[Task description]
Reproduce precisely the lines between the start of the data below and the line with "position:absolute; right:18px; bottom:18px;", both included.

++++++

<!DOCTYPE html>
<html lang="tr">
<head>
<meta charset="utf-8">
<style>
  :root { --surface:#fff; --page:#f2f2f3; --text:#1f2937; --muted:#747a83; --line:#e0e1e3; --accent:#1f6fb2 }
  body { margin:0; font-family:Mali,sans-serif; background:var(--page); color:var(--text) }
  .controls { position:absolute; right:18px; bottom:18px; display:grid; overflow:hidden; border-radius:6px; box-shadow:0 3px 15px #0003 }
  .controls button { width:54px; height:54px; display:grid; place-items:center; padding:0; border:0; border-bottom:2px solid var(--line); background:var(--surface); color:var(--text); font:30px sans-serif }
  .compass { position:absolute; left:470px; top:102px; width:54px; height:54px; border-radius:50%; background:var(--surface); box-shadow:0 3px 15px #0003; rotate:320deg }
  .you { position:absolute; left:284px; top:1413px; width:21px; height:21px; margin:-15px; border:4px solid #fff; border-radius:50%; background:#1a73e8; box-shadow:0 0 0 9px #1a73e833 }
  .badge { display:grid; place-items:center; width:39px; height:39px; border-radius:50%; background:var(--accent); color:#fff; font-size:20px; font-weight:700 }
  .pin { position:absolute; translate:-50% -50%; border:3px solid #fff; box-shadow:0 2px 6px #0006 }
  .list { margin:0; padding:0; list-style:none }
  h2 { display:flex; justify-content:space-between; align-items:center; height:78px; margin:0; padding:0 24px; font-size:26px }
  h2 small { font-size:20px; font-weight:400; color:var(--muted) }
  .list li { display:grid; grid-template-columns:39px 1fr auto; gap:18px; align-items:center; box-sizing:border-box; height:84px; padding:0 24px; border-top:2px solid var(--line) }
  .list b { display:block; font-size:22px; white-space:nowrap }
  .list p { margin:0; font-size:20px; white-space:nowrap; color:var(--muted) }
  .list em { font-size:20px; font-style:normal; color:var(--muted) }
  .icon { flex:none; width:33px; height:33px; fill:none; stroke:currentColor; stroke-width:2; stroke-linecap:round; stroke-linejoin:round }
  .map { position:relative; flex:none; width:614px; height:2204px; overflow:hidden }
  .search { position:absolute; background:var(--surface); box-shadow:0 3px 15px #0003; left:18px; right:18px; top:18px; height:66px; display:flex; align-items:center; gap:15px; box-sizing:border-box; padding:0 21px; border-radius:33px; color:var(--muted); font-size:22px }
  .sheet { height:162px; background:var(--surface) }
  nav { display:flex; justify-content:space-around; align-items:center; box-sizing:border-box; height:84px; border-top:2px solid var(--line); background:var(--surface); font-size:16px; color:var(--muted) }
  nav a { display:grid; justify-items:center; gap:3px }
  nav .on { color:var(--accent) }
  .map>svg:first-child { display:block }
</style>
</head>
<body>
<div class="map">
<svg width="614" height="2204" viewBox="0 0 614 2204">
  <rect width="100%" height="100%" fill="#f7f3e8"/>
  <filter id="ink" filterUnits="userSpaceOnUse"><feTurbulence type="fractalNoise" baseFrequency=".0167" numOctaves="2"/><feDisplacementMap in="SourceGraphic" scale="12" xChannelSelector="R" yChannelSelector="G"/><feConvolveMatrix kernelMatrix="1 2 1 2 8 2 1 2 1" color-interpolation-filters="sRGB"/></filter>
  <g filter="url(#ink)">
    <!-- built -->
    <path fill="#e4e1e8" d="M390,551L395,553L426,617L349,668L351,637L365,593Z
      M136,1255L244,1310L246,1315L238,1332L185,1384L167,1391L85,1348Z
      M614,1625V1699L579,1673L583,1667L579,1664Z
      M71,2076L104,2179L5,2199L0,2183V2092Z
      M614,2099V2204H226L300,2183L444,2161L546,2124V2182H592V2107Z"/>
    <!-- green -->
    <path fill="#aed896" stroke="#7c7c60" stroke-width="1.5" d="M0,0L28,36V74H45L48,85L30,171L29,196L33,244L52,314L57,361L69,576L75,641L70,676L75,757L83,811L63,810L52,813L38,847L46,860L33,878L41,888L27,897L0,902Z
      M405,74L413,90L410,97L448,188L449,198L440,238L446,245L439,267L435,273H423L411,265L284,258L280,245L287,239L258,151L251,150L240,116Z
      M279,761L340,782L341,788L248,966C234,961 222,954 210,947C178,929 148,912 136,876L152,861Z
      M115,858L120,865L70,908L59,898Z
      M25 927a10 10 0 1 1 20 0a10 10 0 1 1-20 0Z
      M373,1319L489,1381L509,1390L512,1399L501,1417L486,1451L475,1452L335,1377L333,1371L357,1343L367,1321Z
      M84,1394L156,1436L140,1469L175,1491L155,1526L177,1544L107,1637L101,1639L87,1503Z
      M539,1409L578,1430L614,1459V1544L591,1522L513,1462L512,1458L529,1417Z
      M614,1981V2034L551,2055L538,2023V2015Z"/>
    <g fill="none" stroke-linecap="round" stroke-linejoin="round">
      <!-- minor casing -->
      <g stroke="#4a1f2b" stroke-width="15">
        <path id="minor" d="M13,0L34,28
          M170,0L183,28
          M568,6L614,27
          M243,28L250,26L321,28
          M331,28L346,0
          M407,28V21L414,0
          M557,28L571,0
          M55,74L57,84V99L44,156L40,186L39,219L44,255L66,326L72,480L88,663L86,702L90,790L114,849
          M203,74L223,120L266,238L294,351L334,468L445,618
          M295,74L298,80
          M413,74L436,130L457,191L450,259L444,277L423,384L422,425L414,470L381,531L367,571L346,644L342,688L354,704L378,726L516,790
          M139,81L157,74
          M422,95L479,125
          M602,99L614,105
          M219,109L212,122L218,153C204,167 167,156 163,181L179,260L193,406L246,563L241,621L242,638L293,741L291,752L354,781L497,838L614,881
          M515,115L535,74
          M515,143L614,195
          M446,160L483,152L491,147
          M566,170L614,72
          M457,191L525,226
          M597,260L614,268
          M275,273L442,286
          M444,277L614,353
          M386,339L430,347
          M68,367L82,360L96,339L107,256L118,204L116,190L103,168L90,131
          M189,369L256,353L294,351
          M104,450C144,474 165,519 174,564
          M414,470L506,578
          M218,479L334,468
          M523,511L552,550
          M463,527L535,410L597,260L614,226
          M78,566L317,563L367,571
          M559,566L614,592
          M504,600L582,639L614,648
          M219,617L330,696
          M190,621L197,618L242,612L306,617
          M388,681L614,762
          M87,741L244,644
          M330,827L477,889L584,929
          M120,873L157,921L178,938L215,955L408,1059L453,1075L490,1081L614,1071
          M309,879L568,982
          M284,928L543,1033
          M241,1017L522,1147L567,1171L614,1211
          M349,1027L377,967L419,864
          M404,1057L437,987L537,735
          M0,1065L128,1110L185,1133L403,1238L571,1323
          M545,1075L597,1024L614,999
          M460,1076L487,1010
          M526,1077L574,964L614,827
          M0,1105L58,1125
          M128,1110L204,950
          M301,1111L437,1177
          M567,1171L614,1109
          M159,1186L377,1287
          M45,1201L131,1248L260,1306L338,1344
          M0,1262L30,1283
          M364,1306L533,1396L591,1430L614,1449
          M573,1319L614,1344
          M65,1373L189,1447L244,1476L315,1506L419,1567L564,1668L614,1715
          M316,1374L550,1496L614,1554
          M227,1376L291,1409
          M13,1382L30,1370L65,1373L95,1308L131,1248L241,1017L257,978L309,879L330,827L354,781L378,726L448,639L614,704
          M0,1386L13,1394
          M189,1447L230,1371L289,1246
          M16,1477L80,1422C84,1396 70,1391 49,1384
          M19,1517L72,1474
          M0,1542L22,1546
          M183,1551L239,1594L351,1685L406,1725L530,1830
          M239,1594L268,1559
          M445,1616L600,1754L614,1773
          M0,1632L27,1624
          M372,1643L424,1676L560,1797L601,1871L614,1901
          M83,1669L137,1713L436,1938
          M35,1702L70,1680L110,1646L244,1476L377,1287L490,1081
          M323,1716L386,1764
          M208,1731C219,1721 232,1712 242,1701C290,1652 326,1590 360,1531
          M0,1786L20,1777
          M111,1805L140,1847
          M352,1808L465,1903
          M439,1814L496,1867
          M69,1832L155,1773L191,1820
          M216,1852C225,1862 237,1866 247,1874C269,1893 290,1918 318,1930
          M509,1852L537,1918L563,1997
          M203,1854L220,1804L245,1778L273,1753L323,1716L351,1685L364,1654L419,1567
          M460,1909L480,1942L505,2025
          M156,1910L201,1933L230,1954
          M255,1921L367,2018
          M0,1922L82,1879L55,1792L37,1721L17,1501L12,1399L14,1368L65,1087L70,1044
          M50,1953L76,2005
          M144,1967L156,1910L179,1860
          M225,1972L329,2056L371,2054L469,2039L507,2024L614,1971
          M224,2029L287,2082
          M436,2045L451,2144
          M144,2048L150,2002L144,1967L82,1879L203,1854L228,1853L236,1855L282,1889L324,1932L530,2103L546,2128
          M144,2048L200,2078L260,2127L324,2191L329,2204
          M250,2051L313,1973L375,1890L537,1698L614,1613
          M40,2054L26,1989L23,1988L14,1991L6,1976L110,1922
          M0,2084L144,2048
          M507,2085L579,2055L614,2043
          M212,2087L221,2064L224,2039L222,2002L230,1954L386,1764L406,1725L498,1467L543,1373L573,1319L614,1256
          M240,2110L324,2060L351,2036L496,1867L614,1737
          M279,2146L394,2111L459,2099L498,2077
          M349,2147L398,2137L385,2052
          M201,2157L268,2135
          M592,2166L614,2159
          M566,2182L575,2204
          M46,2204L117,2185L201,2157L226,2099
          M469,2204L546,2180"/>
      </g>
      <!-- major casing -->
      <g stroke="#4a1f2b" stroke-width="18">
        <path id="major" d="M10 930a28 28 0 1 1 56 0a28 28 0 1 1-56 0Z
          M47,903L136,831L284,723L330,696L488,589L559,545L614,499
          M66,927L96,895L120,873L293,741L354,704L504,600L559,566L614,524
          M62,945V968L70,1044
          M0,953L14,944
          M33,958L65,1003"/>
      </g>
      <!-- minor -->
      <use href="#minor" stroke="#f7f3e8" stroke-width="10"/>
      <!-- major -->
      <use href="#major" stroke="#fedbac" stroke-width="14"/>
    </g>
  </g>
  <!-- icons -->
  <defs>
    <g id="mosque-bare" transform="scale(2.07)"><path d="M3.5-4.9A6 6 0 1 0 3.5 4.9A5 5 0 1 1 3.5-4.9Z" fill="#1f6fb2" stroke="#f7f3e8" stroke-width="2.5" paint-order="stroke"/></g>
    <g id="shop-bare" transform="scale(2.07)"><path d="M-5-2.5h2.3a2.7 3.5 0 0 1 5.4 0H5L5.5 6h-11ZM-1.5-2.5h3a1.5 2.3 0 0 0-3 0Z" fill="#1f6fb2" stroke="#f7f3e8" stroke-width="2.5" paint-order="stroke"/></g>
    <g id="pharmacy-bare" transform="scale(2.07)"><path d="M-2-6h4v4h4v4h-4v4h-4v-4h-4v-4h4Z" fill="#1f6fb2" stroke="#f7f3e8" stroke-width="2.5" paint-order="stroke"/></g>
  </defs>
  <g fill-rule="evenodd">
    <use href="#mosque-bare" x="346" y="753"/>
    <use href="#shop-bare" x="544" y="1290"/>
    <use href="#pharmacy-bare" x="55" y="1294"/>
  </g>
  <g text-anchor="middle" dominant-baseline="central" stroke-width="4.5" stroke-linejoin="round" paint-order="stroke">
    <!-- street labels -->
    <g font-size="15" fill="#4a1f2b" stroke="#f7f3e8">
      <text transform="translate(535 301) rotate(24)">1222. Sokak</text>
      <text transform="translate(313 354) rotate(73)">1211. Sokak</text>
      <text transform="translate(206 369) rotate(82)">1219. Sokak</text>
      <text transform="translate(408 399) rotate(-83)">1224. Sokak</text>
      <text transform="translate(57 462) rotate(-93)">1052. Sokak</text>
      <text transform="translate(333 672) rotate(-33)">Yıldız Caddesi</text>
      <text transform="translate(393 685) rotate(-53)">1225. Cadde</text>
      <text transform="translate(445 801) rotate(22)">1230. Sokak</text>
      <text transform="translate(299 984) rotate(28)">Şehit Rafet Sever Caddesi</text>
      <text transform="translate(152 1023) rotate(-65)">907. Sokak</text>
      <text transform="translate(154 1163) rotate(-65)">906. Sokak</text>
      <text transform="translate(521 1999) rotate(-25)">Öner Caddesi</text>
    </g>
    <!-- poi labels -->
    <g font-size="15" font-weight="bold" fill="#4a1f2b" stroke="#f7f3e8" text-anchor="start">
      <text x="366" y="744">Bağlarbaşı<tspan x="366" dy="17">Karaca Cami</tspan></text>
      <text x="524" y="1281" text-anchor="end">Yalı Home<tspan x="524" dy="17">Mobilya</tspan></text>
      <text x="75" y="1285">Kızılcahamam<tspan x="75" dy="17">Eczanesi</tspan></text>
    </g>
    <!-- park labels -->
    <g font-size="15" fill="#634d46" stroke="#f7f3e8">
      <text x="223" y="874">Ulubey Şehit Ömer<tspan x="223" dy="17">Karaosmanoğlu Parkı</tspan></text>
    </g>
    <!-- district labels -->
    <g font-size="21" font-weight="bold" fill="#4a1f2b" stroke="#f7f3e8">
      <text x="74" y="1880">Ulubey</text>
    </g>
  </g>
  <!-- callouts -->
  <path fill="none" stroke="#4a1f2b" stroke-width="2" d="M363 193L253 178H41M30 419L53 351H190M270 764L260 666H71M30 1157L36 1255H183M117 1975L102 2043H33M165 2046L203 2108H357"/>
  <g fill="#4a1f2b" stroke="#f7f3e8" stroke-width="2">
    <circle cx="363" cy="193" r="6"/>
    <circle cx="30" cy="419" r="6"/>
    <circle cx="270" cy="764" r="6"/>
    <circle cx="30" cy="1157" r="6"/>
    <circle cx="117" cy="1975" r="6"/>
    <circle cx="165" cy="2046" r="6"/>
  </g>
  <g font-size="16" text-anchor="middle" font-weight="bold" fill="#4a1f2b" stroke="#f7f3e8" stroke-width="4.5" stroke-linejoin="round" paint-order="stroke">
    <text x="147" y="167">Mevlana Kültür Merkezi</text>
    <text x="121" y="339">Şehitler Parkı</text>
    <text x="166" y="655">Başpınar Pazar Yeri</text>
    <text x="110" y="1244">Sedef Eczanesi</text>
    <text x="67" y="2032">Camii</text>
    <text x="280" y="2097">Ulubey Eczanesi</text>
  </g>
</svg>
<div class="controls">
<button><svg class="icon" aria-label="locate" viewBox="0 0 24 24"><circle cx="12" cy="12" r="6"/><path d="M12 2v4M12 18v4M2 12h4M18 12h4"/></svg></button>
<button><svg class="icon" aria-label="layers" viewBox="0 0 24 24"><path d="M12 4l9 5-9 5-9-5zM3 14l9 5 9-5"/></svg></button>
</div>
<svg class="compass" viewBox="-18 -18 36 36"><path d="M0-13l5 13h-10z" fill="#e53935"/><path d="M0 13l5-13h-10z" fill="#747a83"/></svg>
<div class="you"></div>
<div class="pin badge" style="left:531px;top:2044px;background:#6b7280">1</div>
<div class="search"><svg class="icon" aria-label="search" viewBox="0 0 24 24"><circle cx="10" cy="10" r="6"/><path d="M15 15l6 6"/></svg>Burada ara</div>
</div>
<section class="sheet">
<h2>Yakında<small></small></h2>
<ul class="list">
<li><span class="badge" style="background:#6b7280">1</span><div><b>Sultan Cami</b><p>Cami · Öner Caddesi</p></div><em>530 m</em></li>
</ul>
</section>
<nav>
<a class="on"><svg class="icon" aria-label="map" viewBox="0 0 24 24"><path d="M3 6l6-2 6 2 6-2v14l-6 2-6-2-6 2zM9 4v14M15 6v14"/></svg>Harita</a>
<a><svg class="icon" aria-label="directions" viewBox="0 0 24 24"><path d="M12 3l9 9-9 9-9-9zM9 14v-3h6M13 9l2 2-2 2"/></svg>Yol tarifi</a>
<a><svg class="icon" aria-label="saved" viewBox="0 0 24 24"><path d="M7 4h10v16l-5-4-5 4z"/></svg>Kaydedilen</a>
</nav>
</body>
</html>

++++++

[Solution below]
<!DOCTYPE html>
<html lang="tr">
<head>
<meta charset="utf-8">
<style>
  :root { --surface:#fff; --page:#f2f2f3; --text:#1f2937; --muted:#747a83; --line:#e0e1e3; --accent:#1f6fb2 }
  body { margin:0; font-family:Mali,sans-serif; background:var(--page); color:var(--text) }
  .controls { position:absolute; right:18px; bottom:18px; display:grid; overflow:hidden; border-radius:6px; box-shadow:0 3px 15px #0003 }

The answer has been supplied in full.